* [Data under study]:
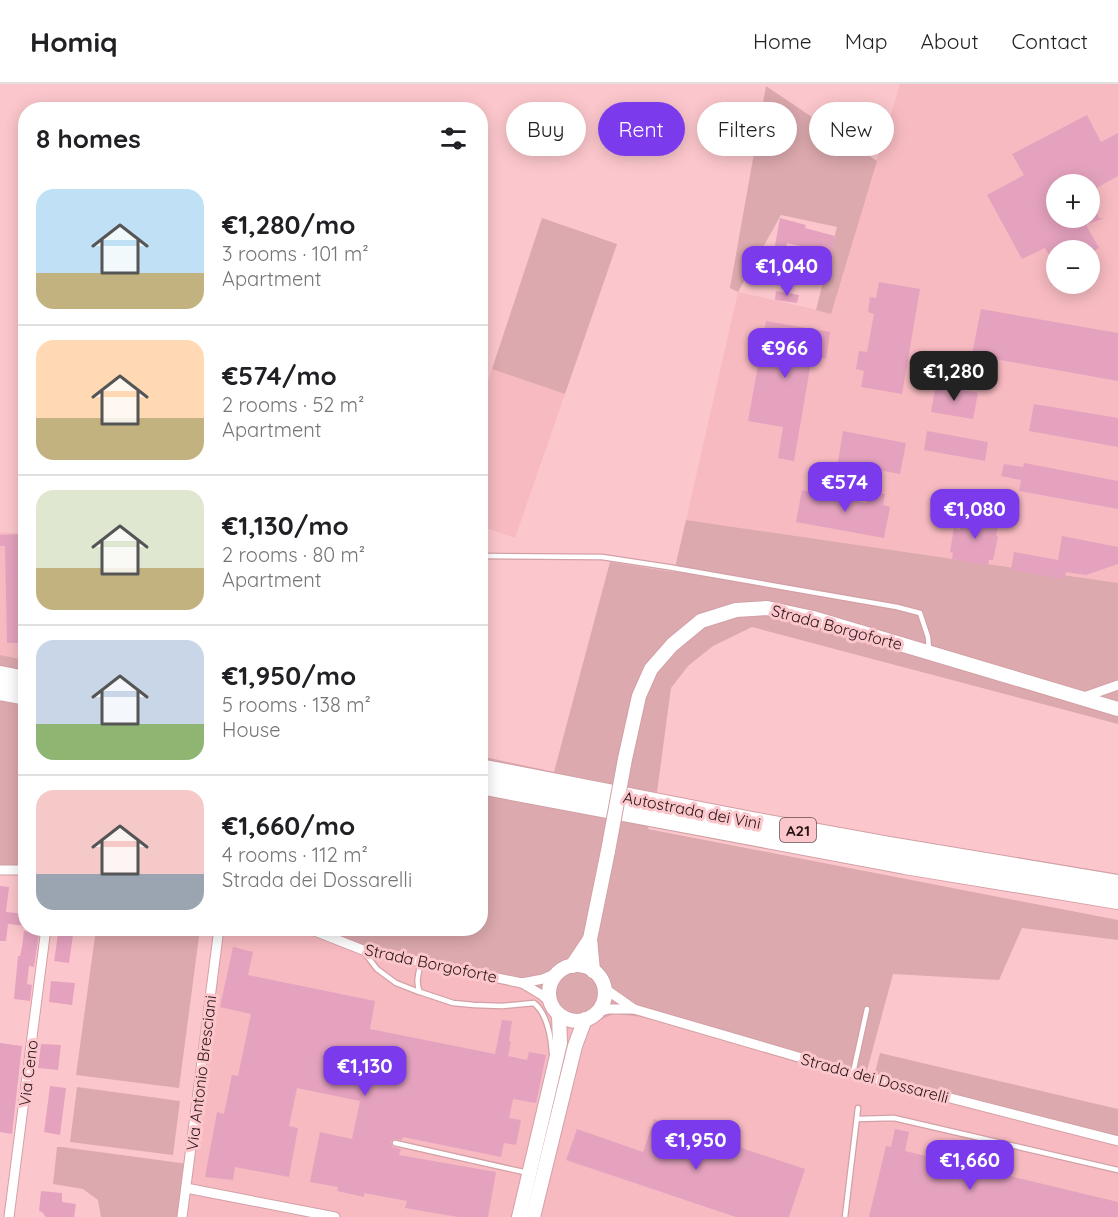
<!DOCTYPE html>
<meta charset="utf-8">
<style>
:root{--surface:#fff;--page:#f6f6f6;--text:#202124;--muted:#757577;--line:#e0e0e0;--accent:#7c3aed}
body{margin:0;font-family:Quicksand,sans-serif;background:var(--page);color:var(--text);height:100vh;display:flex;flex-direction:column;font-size:22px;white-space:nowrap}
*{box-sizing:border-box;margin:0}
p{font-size:20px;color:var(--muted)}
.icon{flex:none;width:33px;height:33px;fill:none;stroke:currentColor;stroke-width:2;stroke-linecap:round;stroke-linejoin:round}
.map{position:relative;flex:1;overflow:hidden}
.details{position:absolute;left:18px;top:18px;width:470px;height:834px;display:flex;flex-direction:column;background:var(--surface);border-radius:24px;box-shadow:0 3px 15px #0003}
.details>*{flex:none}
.hud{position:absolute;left:506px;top:18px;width:522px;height:54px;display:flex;gap:12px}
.fabs{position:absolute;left:1046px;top:90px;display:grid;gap:12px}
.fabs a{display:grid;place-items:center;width:54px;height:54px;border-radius:50%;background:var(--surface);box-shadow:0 3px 15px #0003;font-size:30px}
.price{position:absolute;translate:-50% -51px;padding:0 14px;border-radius:12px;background:var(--accent);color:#fff;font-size:20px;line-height:39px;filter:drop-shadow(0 2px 3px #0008)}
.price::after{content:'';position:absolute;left:50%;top:36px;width:18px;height:14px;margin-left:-9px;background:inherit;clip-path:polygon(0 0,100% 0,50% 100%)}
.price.active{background:#222;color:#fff}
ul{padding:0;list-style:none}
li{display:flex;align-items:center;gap:18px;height:150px;padding:0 18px}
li+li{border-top:2px solid var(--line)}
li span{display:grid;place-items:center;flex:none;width:168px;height:120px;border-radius:18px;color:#555}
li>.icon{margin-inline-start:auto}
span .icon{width:72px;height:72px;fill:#fffc;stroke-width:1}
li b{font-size:26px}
h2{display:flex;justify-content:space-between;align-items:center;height:72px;padding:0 18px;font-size:26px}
.chip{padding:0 21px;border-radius:27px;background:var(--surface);box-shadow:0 3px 15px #0003;font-size:21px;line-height:54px}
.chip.active{background:var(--accent);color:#fff}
header{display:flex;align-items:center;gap:36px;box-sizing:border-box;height:84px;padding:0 30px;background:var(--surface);border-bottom:2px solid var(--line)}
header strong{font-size:28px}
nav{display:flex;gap:33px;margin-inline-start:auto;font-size:21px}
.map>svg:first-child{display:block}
</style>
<header>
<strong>Homiq</strong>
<nav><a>Home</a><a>Map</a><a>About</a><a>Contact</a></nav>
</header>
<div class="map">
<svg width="1118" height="1133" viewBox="0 0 1118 1133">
<rect width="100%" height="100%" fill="#fcc7cc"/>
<g fill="#f7bac1" fill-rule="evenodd">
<path d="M900,0H1118V499L686,436L738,208L831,229ZM1056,100H1089V134H1056ZM1056,166H1089V200H1056Z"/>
<path d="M492,285L565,310L515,454L480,442V318Z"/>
<path d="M0,448L25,450V576L0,571Z"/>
<path d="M218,845H293L364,868L490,891L538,911L593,939L614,930L651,934L1118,1058V1133H181Z"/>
</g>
<g fill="#dca9ae">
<path d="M766,2L877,77L831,230L816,226L837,143L781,131L738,208L730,204Z"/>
<path d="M542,134L617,160L565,310L492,285Z"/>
<path d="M686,436L1118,499V640L752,543L713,562L688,582L671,604L657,708L648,745L1118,836V856L1022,844L999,896L893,890L865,994L651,934L614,930L593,939L570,941L549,926L538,911L490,891L364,868L299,845L480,844V672L554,688L610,478L674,488Z"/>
<path d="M0,571L25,576V785L0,786Z"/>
<path d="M96,845H200L179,1004L76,991Z"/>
<path d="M880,969L1118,1025V1060L873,996Z"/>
<path d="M77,1003L180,1017L173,1071L70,1058Z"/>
<path d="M57,1063H62L188,1080L181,1133H101L98,1116L83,1105L53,1100Z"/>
</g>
<g fill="#e5a2bf">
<path d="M1087,31L1101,58L1118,49V92L1089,108V100H1056V134H1089V116L1099,134H1104L1086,141L1099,164L1089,170V166H1056V183L1045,164L1022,175L987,111L1024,91L1012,70Z"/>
<path d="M780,134L806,141L805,144L835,152L831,169L787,159L779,200L768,199Z"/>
<path d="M879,198L920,205L902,310L861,303L864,287L856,285L859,267L867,268L874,230L868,228L870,213L876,214Z"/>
<path d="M776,207L799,211L797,219L775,216Z"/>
<path d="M981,225L1118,249V297L972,271Z"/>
<path d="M766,237L830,248L826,275L812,272L794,377L778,374L783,343L748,337Z"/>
<path d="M936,301L978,309L973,335L931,328Z"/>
<path d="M1034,320L1118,334V363L1029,347Z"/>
<path d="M843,347L906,359L900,390L838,378Z"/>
<path d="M927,347L988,358L985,377L924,366Z"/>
<path d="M1024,379L1118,397V425L1019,407L1021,396L1001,392L1004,380L1023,383Z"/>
<path d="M802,406L866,419L869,407L885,410L883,421L890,423L884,454L796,438Z"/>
<path d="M975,425L988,427L986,439L998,441L996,452H998L993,476H989L988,482L952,475L953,469L950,468L954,444L960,446L962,434L973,436Z"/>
<path d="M23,450V559H7L5,462H0V451Z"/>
<path d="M1062,452L1118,463V480L1086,491L1066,488L1064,495L1011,486L1014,468L1058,476Z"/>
<path d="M0,802L9,803L6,828L26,830V842L8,840L6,857H0Z"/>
<path d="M59,844H74L69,879L54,877Z"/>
<path d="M24,847L39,849L34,883L29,882L27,900L32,901L30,917L14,915L18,872H20L22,863Z"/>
<path d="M233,863L253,868L248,891L375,917L370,945L495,970L502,936L512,937L509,957L511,958L508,972L527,976L529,968L546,971L536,1019L513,1015L509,1034L521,1036L516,1061L504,1059L501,1073L403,1053L402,1056L394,1055L391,1057L392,1063L401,1065L399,1071L496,1088L488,1133H458L405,1124L407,1117L364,1109V1113L337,1107L338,1103L310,1098L320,1048L352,1055L360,1017L297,1004L289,1042L298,1044L289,1093L235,1083L233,1096L205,1093L217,1028L224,1030L232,991L238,992L251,930L220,923Z"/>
<path d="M51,897L75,899L72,921L49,918Z"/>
<path d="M0,959L22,962L12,1050L0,1048Z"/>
<path d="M41,960L61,961L58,986L38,984Z"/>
<path d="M50,1002L66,1004L60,1051L44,1048Z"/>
<path d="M654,1035L805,1085L789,1133H736L566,1076L577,1045L643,1068Z"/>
<path d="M895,1045L909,1048L905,1067L1118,1118V1133H869L886,1062L891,1063Z"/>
<path d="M41,1107L62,1109V1118L76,1120L74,1133H46L42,1128L39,1127Z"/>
</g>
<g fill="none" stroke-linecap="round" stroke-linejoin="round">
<g stroke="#d3a0a6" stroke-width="7">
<g id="lane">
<path d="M480,472L602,473L668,483L897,523L920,529L928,553L929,566"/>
<path d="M364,868L377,885L396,899L419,908"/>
<path d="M421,878C419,888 415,899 420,908L453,919L474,921L502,922L534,919C547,930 551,953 552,969"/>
<path d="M853,989L867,925"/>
<path d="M857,1035L894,1034L1118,1086"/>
<path d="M395,1059L528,1089"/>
<path d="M845,1133L858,1024"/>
</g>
</g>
<g stroke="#d3a0a6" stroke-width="11">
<g id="street">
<path d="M1081,614L1118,601"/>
<path d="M0,786H26"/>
<path d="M307,844L363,866L522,899L542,911L551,919"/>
<path d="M522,899L543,895L557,889"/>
<path d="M604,904L634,925"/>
<path d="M597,928L609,925H634L853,989L1118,1057"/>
<path d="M186,1104L335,1133"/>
<path d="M9,1133L46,844"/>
<path d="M182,1133L219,844"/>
</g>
</g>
<g stroke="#d3a0a6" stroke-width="16">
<g id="secondary">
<path d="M625,675L639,612L651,585L672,561L701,537L736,526L767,524L813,534L1118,625"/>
<circle cx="577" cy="909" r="28"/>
<path d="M572,882L590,855"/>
<path d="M593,887L590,855L608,767"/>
<path d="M519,1133L560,959L559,931"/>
<path d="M533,1133L575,962L585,935"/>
</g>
</g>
<g stroke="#d3a0a6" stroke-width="20">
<g id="highway">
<path d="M0,591L26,596"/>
<path d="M0,607L26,612"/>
<path d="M480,684L752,737L890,762L1118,800"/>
<path d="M480,701L905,781L1118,816"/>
</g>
</g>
<use href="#lane" stroke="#fff" stroke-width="4.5"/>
<use href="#street" stroke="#fff" stroke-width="9"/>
<use href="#secondary" stroke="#fff" stroke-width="14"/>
<use href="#highway" stroke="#fff" stroke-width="18"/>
<g stroke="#d3a0a6" stroke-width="16" stroke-linecap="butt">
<path id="secondary-bridge" d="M608,767L625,675"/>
</g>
<use href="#secondary-bridge" stroke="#fff" stroke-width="14"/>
</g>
<g text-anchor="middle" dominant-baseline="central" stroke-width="6" stroke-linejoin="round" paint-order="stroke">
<rect fill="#fcc7cc" stroke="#66494d" stroke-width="1.5" x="780" y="734" width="36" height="24" rx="4.5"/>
<g font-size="15" font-weight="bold" fill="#261316">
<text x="798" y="746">A21</text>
</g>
<g font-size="16" fill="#261316" stroke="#fcc7cc">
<text transform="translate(837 543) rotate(15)">Strada Borgoforte</text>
<text transform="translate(692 726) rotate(11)">Autostrada dei Vini</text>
<text transform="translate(431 879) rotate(12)">Strada Borgoforte</text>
<text transform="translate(28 989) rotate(-83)">Via Ceno</text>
<text transform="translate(201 989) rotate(-83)">Via Antonio Bresciani</text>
<text transform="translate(875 994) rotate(15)">Strada dei Dossarelli</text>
</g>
</g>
</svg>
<div class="fabs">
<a>+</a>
<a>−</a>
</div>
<b class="price" style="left:787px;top:213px">€1,040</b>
<b class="price" style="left:785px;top:295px">€966</b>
<b class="price active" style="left:954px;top:318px">€1,280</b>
<b class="price" style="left:845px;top:429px">€574</b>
<b class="price" style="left:975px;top:456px">€1,080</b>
<b class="price" style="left:365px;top:1013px">€1,130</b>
<b class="price" style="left:696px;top:1087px">€1,950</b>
<b class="price" style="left:970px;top:1107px">€1,660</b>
<div class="hud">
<a class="chip">Buy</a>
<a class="chip active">Rent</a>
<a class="chip">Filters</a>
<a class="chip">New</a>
</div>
<section class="details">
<h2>8 homes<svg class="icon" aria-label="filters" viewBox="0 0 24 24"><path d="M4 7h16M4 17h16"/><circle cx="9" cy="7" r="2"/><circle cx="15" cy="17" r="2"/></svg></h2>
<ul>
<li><span style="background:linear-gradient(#bfe0f5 70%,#c2b280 0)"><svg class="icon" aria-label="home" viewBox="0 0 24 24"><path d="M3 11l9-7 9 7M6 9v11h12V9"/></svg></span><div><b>€1,280/mo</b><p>3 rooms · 101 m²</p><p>Apartment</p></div></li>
<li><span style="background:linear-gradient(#ffd9b3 65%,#c2b280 0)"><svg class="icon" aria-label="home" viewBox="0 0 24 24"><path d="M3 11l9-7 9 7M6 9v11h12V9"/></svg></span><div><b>€574/mo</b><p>2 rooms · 52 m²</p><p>Apartment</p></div></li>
<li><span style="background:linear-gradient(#dfe7d0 65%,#c2b280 0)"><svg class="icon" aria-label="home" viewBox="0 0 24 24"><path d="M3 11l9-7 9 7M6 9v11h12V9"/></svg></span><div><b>€1,130/mo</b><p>2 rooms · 80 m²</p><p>Apartment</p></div></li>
<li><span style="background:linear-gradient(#c9d6e8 70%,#8fb573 0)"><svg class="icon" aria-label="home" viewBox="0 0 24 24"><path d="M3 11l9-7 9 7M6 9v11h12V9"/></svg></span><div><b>€1,950/mo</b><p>5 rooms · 138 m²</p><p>House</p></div></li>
<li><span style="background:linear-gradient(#f6c9c9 70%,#9aa5b1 0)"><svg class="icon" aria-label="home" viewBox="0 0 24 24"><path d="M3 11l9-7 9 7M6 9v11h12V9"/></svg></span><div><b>€1,660/mo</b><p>4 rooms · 112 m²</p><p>Strada dei Dossarelli</p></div></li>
</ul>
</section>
</div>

* [What the task asks]: Scan the material above for the string "fabs". Copy each line that holds it.

* [Reply to the exercise]:
.fabs{position:absolute;left:1046px;top:90px;display:grid;gap:12px}
.fabs a{display:grid;place-items:center;width:54px;height:54px;border-radius:50%;background:var(--surface);box-shadow:0 3px 15px #0003;font-size:30px}
<div class="fabs">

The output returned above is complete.